She was the lively one. One could hear her laughter through the glass, perhaps even feel it in the reverberations in the air. Her eyes were blue and her skin pink and firm. She seemed far from The Life, as it was called, even if she was famous within The Life. I knew tragedy haunted her, as it did so many of the girls. They all seemed to come from broken homes, were runaways or had been kicked out of hearth and home, some to turn to the streets, some already drawn to the streets. Her current torment came from the abandonment by the man in her life, a fellow named Joe Barnett, whom I watched visit her every evening. He was a shaggy brute by my standards but maybe a good-hearted man in the end, not too judgmental, willing to accept Mary Jane for what and who she was. His visits suggested some possibility of reengagement, as neither could quite let the other go. At the same time, it wasn’t as if she were making amends to Joe, for she still took tups for pay, let others of her trade sleep in her tiny room on cold fall nights, still hit the gin three, four, sometimes five times a day. She couldn’t say no to it, to her eternal damnation. I don’t know if she turned to drink for escape or she escaped to turn to drink, but it was the core of her existence, as I have observed her over the past few days.
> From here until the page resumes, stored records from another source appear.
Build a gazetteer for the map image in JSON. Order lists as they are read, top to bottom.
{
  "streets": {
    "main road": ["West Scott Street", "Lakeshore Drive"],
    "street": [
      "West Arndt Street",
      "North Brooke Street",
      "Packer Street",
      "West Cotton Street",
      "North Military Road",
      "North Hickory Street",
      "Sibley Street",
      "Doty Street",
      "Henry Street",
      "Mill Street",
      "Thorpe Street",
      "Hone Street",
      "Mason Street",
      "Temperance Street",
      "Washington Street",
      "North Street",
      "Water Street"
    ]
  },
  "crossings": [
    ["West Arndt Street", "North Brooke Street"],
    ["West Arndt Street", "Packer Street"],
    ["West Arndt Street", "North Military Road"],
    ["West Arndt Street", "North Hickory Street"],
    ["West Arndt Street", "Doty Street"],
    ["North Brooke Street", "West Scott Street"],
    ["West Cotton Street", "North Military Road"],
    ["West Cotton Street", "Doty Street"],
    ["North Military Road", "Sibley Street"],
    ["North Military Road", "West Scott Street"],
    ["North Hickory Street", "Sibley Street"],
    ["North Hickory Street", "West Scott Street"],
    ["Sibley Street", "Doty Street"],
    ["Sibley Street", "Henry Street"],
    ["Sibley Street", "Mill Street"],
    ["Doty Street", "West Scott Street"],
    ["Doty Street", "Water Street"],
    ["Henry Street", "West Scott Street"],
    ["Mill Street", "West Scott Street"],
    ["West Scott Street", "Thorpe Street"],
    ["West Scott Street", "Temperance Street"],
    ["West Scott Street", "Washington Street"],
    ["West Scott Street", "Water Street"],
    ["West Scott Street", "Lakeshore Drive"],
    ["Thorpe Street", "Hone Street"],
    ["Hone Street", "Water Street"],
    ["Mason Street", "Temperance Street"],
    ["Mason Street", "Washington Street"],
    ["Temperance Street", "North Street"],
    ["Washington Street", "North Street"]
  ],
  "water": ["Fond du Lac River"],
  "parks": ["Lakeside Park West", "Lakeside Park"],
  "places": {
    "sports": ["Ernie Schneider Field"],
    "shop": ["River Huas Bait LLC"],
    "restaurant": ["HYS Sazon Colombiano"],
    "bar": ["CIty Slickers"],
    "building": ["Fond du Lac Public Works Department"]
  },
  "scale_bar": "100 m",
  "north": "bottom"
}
The Ten Bells and the Horn of Plenty were her main spots. She’d wander outside and, sooner or later, find her beau for the next hour. Then the happy couple took a turn down Dorset. This was a dark scut of street that ran a few blocks until it came to an end, and its reality was elemental “English poverty,” if such a style were to be named, meaning brick tenements looming inward on each side, undistinguished by any wit or cleverness, just brick boxes laid end on end one after another, under low chimneys that spewed out coke fume, to combine with London fog into a yellow soup that sometimes smeared the streets. The housefronts were identical but for futile attempts at individuality, such as a flower pot here, a flag there, a yellow door, a rug hanging from a window, otherwise just the dullness of warehouses for forgotten people.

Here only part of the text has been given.